78% of organisations now use AI in at least one business function, up from 55% just a year prior, according to McKinsey’s 2024 State of AI survey. Yet only one in three has managed to scale those efforts beyond pilots. The gap between experimentation and systematic impact is not a technology problem. It is an organisational problem.
The organisations successfully scaling AI have something the majority do not: a coordinating function that owns AI strategy, ensures governance, prevents duplication, and drives adoption across business units. This function is the AI Center of Excellence.
An AI CoE is not about hiring more data scientists. It is about creating the organisational infrastructure that allows AI capability – once proven in a pilot – to be replicated, governed, and compounded across the enterprise, rather than rediscovered and rebuilt by each new team that wants to use it.
This guide covers when an AI CoE is the right investment, how to structure it for your organisation’s size and maturity, the roles it needs to function, the governance framework it must establish, and a concrete 90-day roadmap for launching one without disrupting the AI initiatives already underway.
For more context on the mid-market AI adoption gap and what separates scaling leaders from those stuck in pilots, see our analysis of how US mid-market companies are adopting AI in operations https://www.moweb.com/blog/how-us-mid-market-companies-adopting-ai-operations.
The Business Case for an AI CoE: What Problem It Solves
Before designing the structure, it is worth being precise about what problem an AI CoE is built to solve. Different organisations need a CoE for different reasons, and the diagnosis shapes the design
The duplication problem.
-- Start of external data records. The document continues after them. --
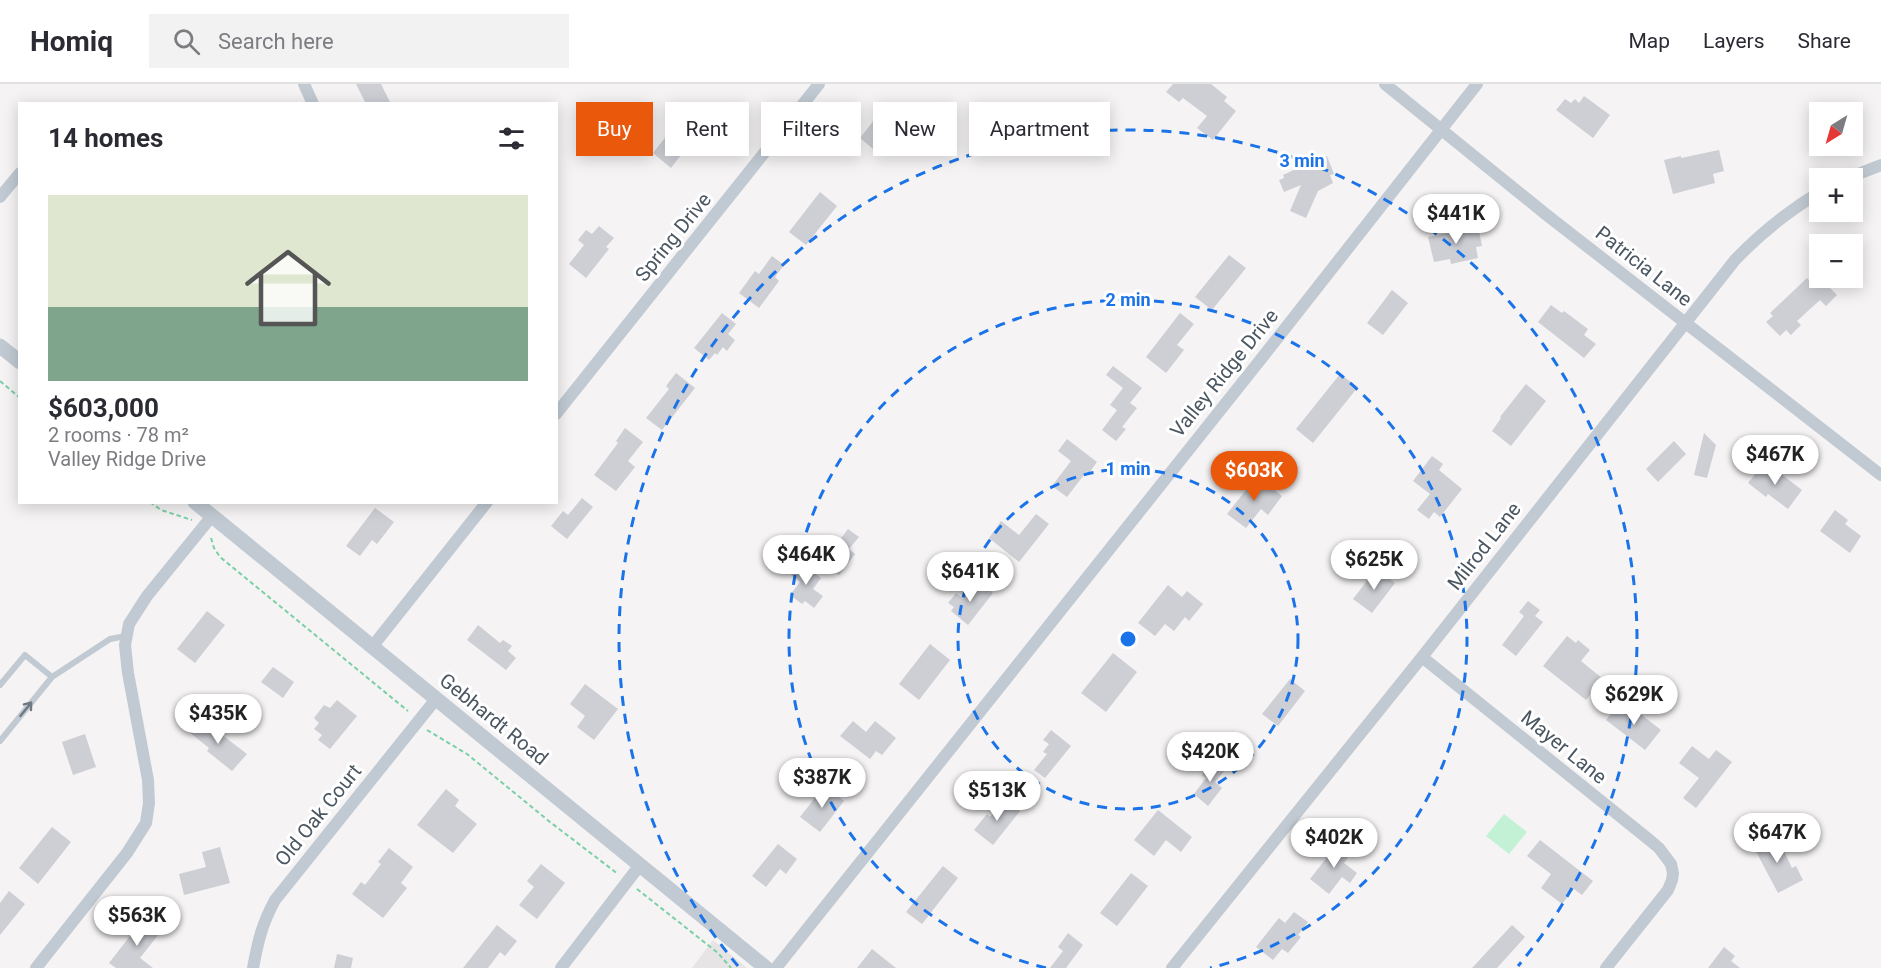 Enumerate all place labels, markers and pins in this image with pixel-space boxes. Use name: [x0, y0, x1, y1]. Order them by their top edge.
pin: $441K: [1414, 194, 1498, 245]
pin: $467K: [1733, 435, 1817, 486]
pin: $603K: [1212, 451, 1296, 502]
pin: $464K: [764, 535, 848, 586]
pin: $625K: [1332, 540, 1416, 591]
pin: $641K: [928, 552, 1012, 603]
centre of rings: [1118, 629, 1138, 649]
pin: $629K: [1592, 675, 1676, 726]
pin: $435K: [176, 694, 260, 745]
pin: $420K: [1168, 732, 1252, 783]
pin: $387K: [780, 758, 864, 809]
pin: $513K: [955, 771, 1039, 822]
pin: $647K: [1735, 813, 1819, 864]
pin: $402K: [1292, 818, 1376, 869]
pin: $563K: [95, 896, 179, 947]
Three different business units are separately building knowledge assistants for their teams, each engaging different vendors, using different vector databases, indexing overlapping document sets, and building separate governance documentation. The combined investment is three times what a coordinated approach would cost. The results are inconsistent across the three systems. And none of them have the quality that a single well-resourced implementation would have achieved. An AI CoE solves this through shared infrastructure, shared vendor relationships, and a reusable deployment playbook.
The governance gap. AI systems are being deployed across the organisation faster than the compliance and legal teams can assess them. Data handling practices vary across deployments. Some teams have implemented audit trails; others have not. When a compliance question arises about an AI system, there is no clear owner and no documentation trail. An AI CoE solves this through a governance framework that every new AI deployment passes through before production, with consistent standards and clear accountability.A structured AI readiness assessment https://www.moweb.com/blog/ai-readiness-assessment-checklist-mid-sized-enterprises typically surfaces the specific governance and infrastructure gaps that the CoE charter should address first.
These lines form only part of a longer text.